¼ cup (4 tbsp) unsalted butter, soft
¼ cup firmly packed dark brown sugar
1 egg
¾ cup unbleached all purpose flour
1/8 tsp salt
¼ tsp vanilla extract
½ cup roasted, salted almonds, chopped
½ cup semi-sweet chocolate chips
½ cup caramel ice cream topping

  1. Preheat the oven to 350 degrees F. Grease a 9 inch by 9 inch square baking pan and set aside.
  2. In the bowl of an electric mixer, beat the butter, sugar, and egg on medium speed. The mixture will seem really eggy, but don’t worry, after you add the other ingredients, it will all disappear. Turn the mixer’s speed down to low and slowly add in the flour and salt. Scrape down the sides of the bowl if necessary. Add in the vanilla and beat for another 30 seconds.
  3. Press the cookie dough mixture into the bottom of the pan. It will look like there is not enough dough to cover the bottom, but if are patient and keep spreading, the dough will completely cover the bottom.
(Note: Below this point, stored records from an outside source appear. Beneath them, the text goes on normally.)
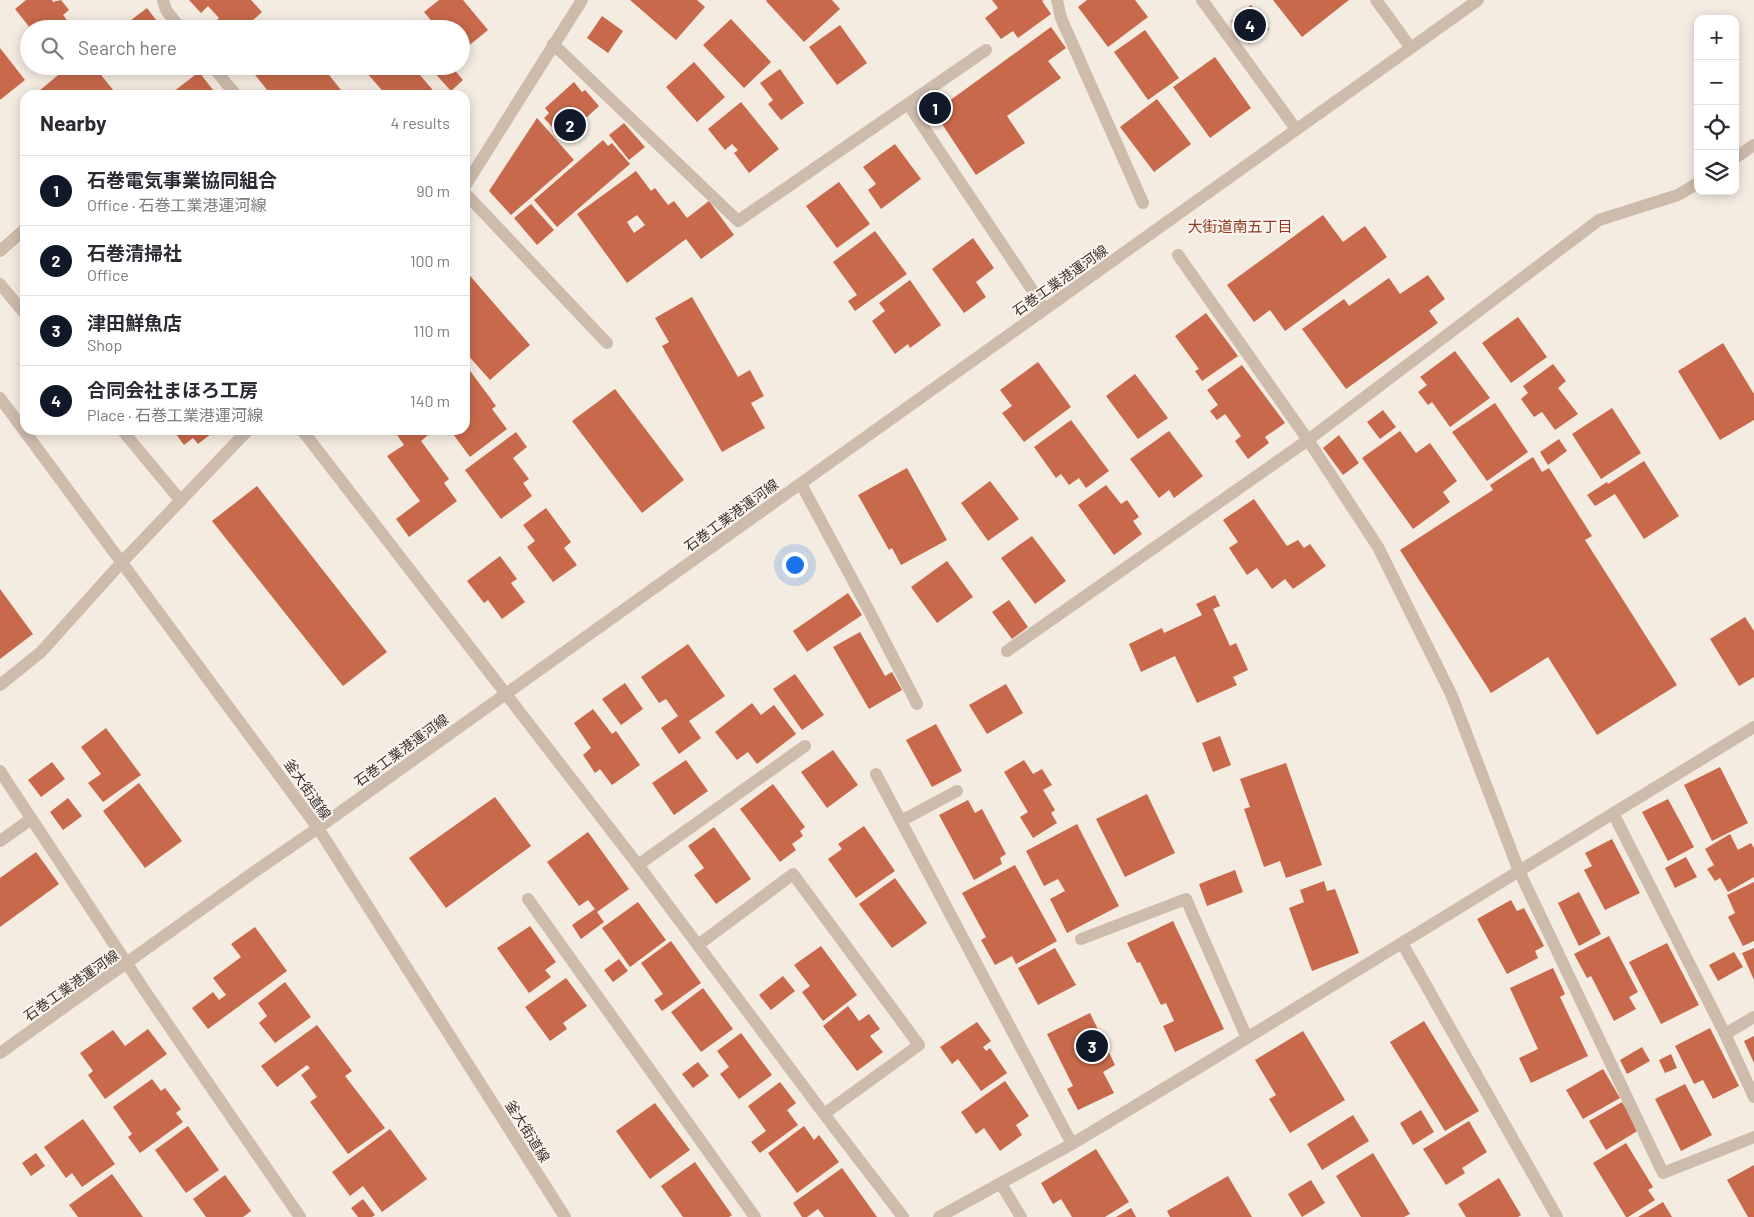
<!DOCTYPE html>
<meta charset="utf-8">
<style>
:root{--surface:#fff;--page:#f7f7f7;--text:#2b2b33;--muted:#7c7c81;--line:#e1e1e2;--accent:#111827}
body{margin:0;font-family:Barlow,"Noto Sans JP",sans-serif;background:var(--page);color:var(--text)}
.controls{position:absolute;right:15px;top:15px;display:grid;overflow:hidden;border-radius:10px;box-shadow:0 2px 12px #0003}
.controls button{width:45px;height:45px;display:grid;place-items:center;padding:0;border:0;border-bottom:1px solid var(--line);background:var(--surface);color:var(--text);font:25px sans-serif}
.you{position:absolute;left:794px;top:564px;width:18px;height:18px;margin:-12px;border:4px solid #fff;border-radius:50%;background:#1a73e8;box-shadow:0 0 0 8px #1a73e833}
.badge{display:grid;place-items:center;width:32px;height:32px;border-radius:50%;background:var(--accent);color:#fff;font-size:16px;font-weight:700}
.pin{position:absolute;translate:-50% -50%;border:2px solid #fff;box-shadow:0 1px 5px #0006}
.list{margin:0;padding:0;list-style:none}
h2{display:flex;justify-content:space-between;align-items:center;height:65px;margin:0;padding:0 20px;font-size:21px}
h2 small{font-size:16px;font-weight:400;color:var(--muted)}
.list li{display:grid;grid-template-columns:32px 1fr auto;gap:15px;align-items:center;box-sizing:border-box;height:70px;padding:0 20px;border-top:1px solid var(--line)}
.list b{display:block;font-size:19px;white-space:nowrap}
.list p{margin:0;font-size:16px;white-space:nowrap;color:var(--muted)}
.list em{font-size:16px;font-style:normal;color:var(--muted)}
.icon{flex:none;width:28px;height:28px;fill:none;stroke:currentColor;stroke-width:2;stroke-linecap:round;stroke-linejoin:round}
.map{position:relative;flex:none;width:1754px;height:1217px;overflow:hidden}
.search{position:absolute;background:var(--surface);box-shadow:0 2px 12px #0003;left:20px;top:20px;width:450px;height:55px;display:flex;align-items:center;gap:12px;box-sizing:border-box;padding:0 18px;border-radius:28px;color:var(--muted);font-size:19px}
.panel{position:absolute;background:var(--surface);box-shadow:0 2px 12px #0003;left:20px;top:90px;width:450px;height:345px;border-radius:15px}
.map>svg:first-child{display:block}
.building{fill:#c8694b;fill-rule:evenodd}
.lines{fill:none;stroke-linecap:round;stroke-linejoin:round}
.service{stroke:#cdbbac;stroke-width:12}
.minor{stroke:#cdbbac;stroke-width:12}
.tertiary{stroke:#cdbbac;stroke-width:12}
.labels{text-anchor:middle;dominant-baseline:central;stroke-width:4;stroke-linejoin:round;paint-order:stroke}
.street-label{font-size:14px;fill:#3b302b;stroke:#fbf5ee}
.neighbourhood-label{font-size:15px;fill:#8c3b22;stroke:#fbf5ee}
</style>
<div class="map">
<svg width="1754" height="1217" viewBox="0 0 1754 1217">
<rect width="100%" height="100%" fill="#f4ebe1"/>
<path class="building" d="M26 0H52L53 2 61 0 69 10 63 15 74 29H31L15 9Z
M189 0H251L262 12 243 29H218L213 24 219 18 208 6 201 13Z
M439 0H463L488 30 461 52V29H438L424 12Z
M630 0H697L705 7 676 40Z
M767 0H832L840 9 804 42 766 1Z
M992 0H1044L1042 1 1051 14 1018 38 1013 31 1001 39 985 18 998 8Z
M1087 0H1135L1148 17 1108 47 1078 7Z
M1273 0H1349L1302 37Z
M1251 5 1269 29 1249 44 1231 21Z
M147 8 163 29H119Z
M602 16 623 31 608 53 587 38Z
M731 19 771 62 744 88 703 45Z
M363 20 371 29H354Z
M840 25 867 63 837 85 809 47Z
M1051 27 1066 48 1048 61 1061 78 1007 116 1025 143 976 175 934 112Z
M1145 30 1179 78 1148 100 1114 52Z
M0 48 25 80 0 100Z
M1215 57 1251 108 1210 138 1173 87Z
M694 62 725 97 697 122 666 87Z
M69 66H94L117 95H42L39 91Z
M248 66H322L341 90 334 95H271Z
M361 66H403L409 73 414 68 437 95H386Z
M434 66H451L463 80 451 91 431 69Z
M780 69 804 103 781 120 768 104 773 100 760 83Z
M199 72 217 95H169Z
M574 82 582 92 585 90 599 106 563 139 544 118 549 113 545 108Z
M1157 99 1191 144 1154 172 1120 127Z
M741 102 779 149 749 173 734 153 738 150 732 144 725 150 708 129Z
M537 118 574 160 511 215 489 191Z
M624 123 645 147 629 160 609 135Z
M603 140 608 146 612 143 630 164 557 227 534 200Z
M895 144 921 179 881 209 868 190 876 184 863 167Z
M636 171 651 191 655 188 668 205 674 201 687 218 709 201 734 235 701 259 686 239 627 283 577 214ZM637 215 645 225 634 233 627 222Z
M839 182 870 224 837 248 806 206Z
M531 204 554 230 537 245 514 218Z
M1323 215 1343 242 1365 226 1387 257 1285 331 1270 310 1254 322 1227 285Z
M875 231 907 274 855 311 848 301 857 295 833 262Z
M973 238 994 268 976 282 986 297 964 313 932 269Z
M465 270 530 345 490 380 465 352Z
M1428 275 1445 299 1429 311 1438 323 1346 389 1302 329 1344 299 1349 306 1389 278 1400 294Z
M910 280 941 325 910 348 908 344 895 354 872 321 885 311 879 303Z
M692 297 738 377 750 370 764 396 751 403 765 428 722 452 662 346 669 342 655 318Z
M1206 313 1238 356 1202 381 1195 371 1199 369 1175 336Z
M1518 317 1547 357 1511 383 1482 343Z
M1723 343 1754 394V420L1720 440 1678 371Z
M1455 351 1490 398 1450 427 1432 402 1428 405 1418 392 1427 385 1420 377Z
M1038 362 1071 407 1024 442 1002 413 1012 406 1000 390Z
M465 364 496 406 492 409 507 429 470 457 450 430H465V416L469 413 465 410Z
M1553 364 1566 381 1558 388 1578 414 1555 430 1542 412 1534 417 1521 399 1528 393 1523 386Z
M1242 365 1285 423 1265 437 1269 443 1248 459 1235 441 1241 436 1225 414 1217 420 1210 411 1218 405 1207 390Z
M1135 374 1168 418 1138 439 1106 396Z
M615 389 684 480 642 513 572 421Z
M1495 403 1528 452 1487 481 1452 432Z
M1612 408 1641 453 1601 479 1572 434Z
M1383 410 1396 427 1380 439 1367 422Z
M1071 420 1109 471 1086 488 1079 478 1069 485 1061 474 1056 478 1034 447Z
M173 430H216L198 444 193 438 184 445Z
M404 430H424L428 435 421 441 449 479 444 483 457 501 409 537 396 519 420 501 387 456 404 445 397 435Z
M1169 431 1203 476 1174 498 1169 490 1159 498 1130 459Z
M1400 431 1416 453 1430 443 1457 481 1443 492 1450 502 1413 529 1362 458Z
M516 432 527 447 513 458 529 479 523 483 532 496 501 519 465 470Z
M1339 435 1359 463 1343 475 1323 448Z
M1559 439 1567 451 1548 465 1540 452Z
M1533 457 1542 472 1549 468 1592 536 1585 540 1677 685 1597 735 1548 657 1491 693 1400 550 1493 490 1490 485Z
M1644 461 1679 516 1644 539 1615 494 1595 506 1587 495 1607 482 1608 484Z
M907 468 947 540 901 565 892 548 889 550 858 495Z
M990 481 1019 519 988 541 961 503Z
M1106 485 1121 504 1127 500 1139 517 1133 521 1142 534 1114 555 1078 505Z
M257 486 387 652 343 686 212 521Z
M1254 499 1287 546 1298 540 1304 548 1310 544 1326 566 1293 589 1285 579 1272 589 1257 568 1247 575 1229 548 1238 542 1223 520Z
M546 508 571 542 564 548 577 565 553 582 527 547 535 541 523 525Z
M1032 536 1066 581 1035 604 1001 558Z
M500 556 517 579 511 583 525 602 502 619 488 600 484 603 467 581Z
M947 561 973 597 937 623 911 587Z
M0 589 33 634 0 659Z
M848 593 862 615 807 652 793 631Z
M1215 595 1220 606 1213 609 1230 646 1236 643 1248 670 1233 677 1237 685 1197 703 1175 656 1141 672 1129 644 1162 628 1164 633 1202 615 1196 604Z
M1009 600 1028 627 1012 639 992 612Z
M1745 617 1754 631V677L1739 686 1710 639Z
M860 632 885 676 892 672 902 690 869 709 833 647Z
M688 644 725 696 689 721 701 738 679 754 661 728 678 716 666 699 659 703 641 677Z
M795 674 824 715 802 730 773 689Z
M625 683 643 709 621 725 602 699Z
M1006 684 1023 713 987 734 969 705Z
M752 703 761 715 774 705 796 734 757 764 748 752 737 760 715 732Z
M593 709 612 734 616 731 640 765 612 785 600 769 595 773 583 755 591 748 574 723Z
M936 724 962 771 932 787 906 740Z
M106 728 141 775 103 802 88 783 101 774 81 747Z
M1220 736 1231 765 1213 772 1202 743Z
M833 750 858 785 827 808 801 772Z
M686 760 708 791 674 815 652 783Z
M1024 760 1033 774 1042 769 1052 785 1043 790 1055 810 1051 813 1057 823 1033 838 1020 817 1028 812 1004 772Z
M52 762 65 779 41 797 28 780Z
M1286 763 1322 865 1286 878 1280 861 1264 867 1244 809 1250 807 1240 779Z
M1720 767 1748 823 1712 841 1684 785Z
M139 783 182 841 145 868 103 811Z
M773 784 805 827 800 831 803 836 792 844 796 850 780 862 740 809Z
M1147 794 1175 853 1125 877 1096 819Z
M495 797 531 846 446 908 409 858Z
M68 798 82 816 63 830 50 812Z
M1668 799 1694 847 1668 861 1642 812Z
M968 800 975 813 982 809 1006 854 1000 858 1002 864 974 880 939 815Z
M1077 824 1119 906 1067 933 1050 899 1065 891 1058 879 1044 886 1026 851Z
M864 826 895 871 856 898 828 859 842 849 838 844Z
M714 827 751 879 716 904 694 875 704 868 688 846Z
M588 832 629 889 597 912 604 922 581 939 572 925 595 909 588 900 579 906 547 862Z
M1730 834 1738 850 1751 843 1754 848V877L1728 892 1720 878 1715 881 1707 869 1714 865 1705 849Z
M1612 839 1640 893 1605 910 1584 870 1592 866 1585 853Z
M36 852 59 884 0 927V878Z
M1686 857 1697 877 1675 888 1665 868Z
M1015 865 1057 941 1016 964 1012 956 995 965 981 940 986 937 962 893Z
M1235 870 1243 892 1207 906 1199 884Z
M895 878 927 923 892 948 859 904Z
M1324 881 1327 891 1335 889 1359 953 1312 971 1289 908 1304 902 1300 890Z
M1754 882V941L1743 946 1728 917 1735 913 1727 895Z
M1579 892 1601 934 1579 946 1558 903Z
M1511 900 1517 911 1524 908 1544 946 1535 951 1538 958 1507 974 1477 919Z
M638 902 666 940 630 967 602 928Z
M1173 921 1224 1029 1175 1052 1163 1026 1174 1021 1166 1003 1161 1005 1140 962 1137 963 1127 943Z
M530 926 556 962 545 970 551 977 529 993 497 948Z
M255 927 287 971 208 1029 192 1008 213 992 219 1000 226 995 213 978 241 957 231 944Z
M1609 936 1638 992 1629 997 1636 1009 1614 1021 1591 976 1587 978 1574 954Z
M671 941 701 983 662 1011 654 1000 663 994 641 963Z
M1667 943 1699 1005 1661 1024 1629 962Z
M821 946 857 995 823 1021 802 992 810 986 794 965Z
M1055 948 1076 985 1038 1005 1018 968Z
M1754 948V980L1742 953Z
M1734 952 1743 967 1718 981 1709 965Z
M619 959 628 971 613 982 604 970Z
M1553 968 1565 994 1560 997 1588 1056 1531 1083 1519 1058 1538 1049 1510 988Z
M783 976 795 991 771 1010 759 995Z
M566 978 587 1006 563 1023 567 1029 550 1041 525 1007Z
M285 982 311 1017 275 1043 259 1023 267 1016 258 1003Z
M703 988 733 1029 701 1052 671 1012Z
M848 1006 859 1021 869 1014 880 1029 870 1036 883 1052 857 1071 823 1026Z
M1090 1013 1115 1065 1103 1072 1114 1093 1078 1110 1067 1089 1073 1086 1047 1034Z
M1424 1021 1479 1111 1445 1131 1390 1042Z
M977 1022 991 1041 983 1047 986 1051 990 1048 1007 1073 981 1091 958 1059 952 1064 940 1047Z
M317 1025 352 1071 345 1076 385 1128 348 1154 310 1102 317 1097 301 1075 310 1068 307 1065 277 1087 261 1066Z
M1710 1028 1739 1086 1713 1099 1703 1080 1694 1084 1675 1046Z
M148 1029 167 1054 105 1099 88 1075 93 1071 80 1053 113 1030 125 1046Z
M1303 1031 1345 1100 1290 1133 1269 1099 1276 1095 1255 1060Z
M741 1033 772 1075 739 1099 720 1074 729 1067 717 1051Z
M1754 1036V1063L1744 1041Z
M1642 1047 1650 1061 1627 1074 1620 1060Z
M1671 1054 1677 1068 1665 1073 1659 1060Z
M698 1062 709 1076 693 1088 682 1074Z
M1603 1069 1620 1098 1583 1119 1566 1090Z
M152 1079 161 1091 165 1088 181 1109 176 1113 183 1122 140 1153 128 1137 132 1134 113 1107Z
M1005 1081 1029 1116 1016 1125 1022 1135 1000 1151 984 1128 976 1134 961 1112Z
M780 1082 796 1103 787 1110 798 1125 760 1153 751 1142 766 1131 748 1106Z
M1685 1084 1712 1135 1681 1151 1655 1099Z
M1622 1102 1639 1130 1606 1150 1589 1121Z
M655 1103 690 1150 650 1179 616 1131Z
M1421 1110 1434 1132 1413 1145 1400 1123Z
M1353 1115 1369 1141 1322 1170 1307 1144Z
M83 1119 115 1164 82 1187 72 1173 66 1178 44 1147Z
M1469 1121 1487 1152 1462 1168 1465 1173 1446 1185 1423 1149Z
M188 1126 219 1170 186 1193 155 1150Z
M804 1126 814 1140 819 1135 839 1162 797 1193 768 1153Z
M390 1129 427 1179 382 1212 363 1186 350 1196 332 1172Z
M1626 1143 1653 1187 1648 1190 1655 1200 1628 1217H1626L1593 1163Z
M1096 1149 1129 1202 1105 1217H1072L1061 1199 1053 1204 1041 1183Z
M36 1153 45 1166 31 1176 22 1163Z
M1373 1153 1410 1214 1404 1217H1361L1336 1176Z
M695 1162 732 1215 729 1217H683L661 1186Z
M1754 1165V1217H1748L1727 1180Z
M842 1168 877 1217H824L818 1209 807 1217H802L793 1203Z
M112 1174 143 1217H78L69 1205Z
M225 1175 251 1211 243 1217H206L193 1199Z
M1228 1176 1252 1217H1170L1167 1211Z
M1499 1178 1521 1215 1518 1217H1466L1458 1204Z
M1311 1180 1325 1203 1302 1217 1288 1194Z
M363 1199 375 1215 372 1217H358L351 1208Z
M1663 1202 1672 1217H1638Z
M1131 1208 1136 1217H1116Z"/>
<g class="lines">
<path class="service" d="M163 0 166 10 181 29
M1057 0 1061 18 1143 203
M212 66 236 95
M465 193 607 343
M1178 255 1308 440 1378 547 1452 696 1519 871 1663 1173 1754 1137
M528 899 755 1217
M1081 939 1186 899 1247 1038
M1725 1034 1754 1017"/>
<path class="minor" d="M1202 0 1296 129
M1376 0 1411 48
M553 44 738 221 986 50
M908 104 1045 309
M1735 158 1754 145
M465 186 582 0
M0 251 25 229
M0 284 25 314
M122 430 181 501
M302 430 638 865 824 1114 903 1217
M801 484 865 603 917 704
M1007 651 1308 440 1599 220 1678 195 1698 183
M0 685 41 652 122 562 248 430
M0 771 147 994 300 1217
M876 774 1072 1144
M1613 813 1725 1034 1754 1097
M901 821 957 791
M0 841 31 819
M638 865 805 746
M1402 943 1557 1217
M698 945 793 874 919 1045 824 1114
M1001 1184 1021 1217
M939 1217 1072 1144 1198 1068 1754 727"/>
<path class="tertiary" d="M0 398 318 828 565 1217
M0 1053 254 872 318 828 1478 0"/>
</g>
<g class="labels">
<g class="street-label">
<text transform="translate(1060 280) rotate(-35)">石巻工業港運河線</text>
<text transform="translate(731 515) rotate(-36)">石巻工業港運河線</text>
<text transform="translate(401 750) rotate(-36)">石巻工業港運河線</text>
<text transform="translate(308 789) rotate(55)">釜大街道線</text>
<text transform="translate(71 985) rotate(-35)">石巻工業港運河線</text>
<text transform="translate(528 1131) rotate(58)">釜大街道線</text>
</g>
<g class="neighbourhood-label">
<text x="1240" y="226">大街道南五丁目</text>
</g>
</g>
</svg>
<div class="controls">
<button>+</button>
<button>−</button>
<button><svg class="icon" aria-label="locate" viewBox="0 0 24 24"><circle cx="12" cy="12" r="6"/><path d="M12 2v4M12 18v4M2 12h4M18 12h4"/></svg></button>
<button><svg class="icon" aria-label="layers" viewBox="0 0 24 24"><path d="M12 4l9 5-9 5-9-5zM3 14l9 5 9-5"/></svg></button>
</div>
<div class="you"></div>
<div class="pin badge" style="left:935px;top:108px">1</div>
<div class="pin badge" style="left:570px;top:125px">2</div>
<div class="pin badge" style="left:1092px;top:1046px">3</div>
<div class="pin badge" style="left:1250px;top:25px">4</div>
<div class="search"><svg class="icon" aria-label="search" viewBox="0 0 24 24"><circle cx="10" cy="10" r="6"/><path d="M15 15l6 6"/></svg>Search here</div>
<section class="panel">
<h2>Nearby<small>4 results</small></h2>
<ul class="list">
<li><span class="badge">1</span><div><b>石巻電気事業協同組合</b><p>Office · 石巻工業港運河線</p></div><em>90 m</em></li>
<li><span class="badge">2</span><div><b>石巻清掃社</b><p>Office</p></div><em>100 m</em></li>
<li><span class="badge">3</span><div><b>津田鮮魚店</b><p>Shop</p></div><em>110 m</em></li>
<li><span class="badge">4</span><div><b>合同会社まほろ工房</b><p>Place · 石巻工業港運河線</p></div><em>140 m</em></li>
</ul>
</section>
</div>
Place in the oven and back for about 11 minutes or until the edges are golden brown.
  4. Remove from the oven and sprinkle on the chopped almonds and chocolate chips. Drizzle the caramel topping over the almonds and chocolate. Place the pan back into the oven to bake for another 5 or 6 minutes. Cool completely in the pan once it is done baking. After about an hour, it is ready to cut into bars.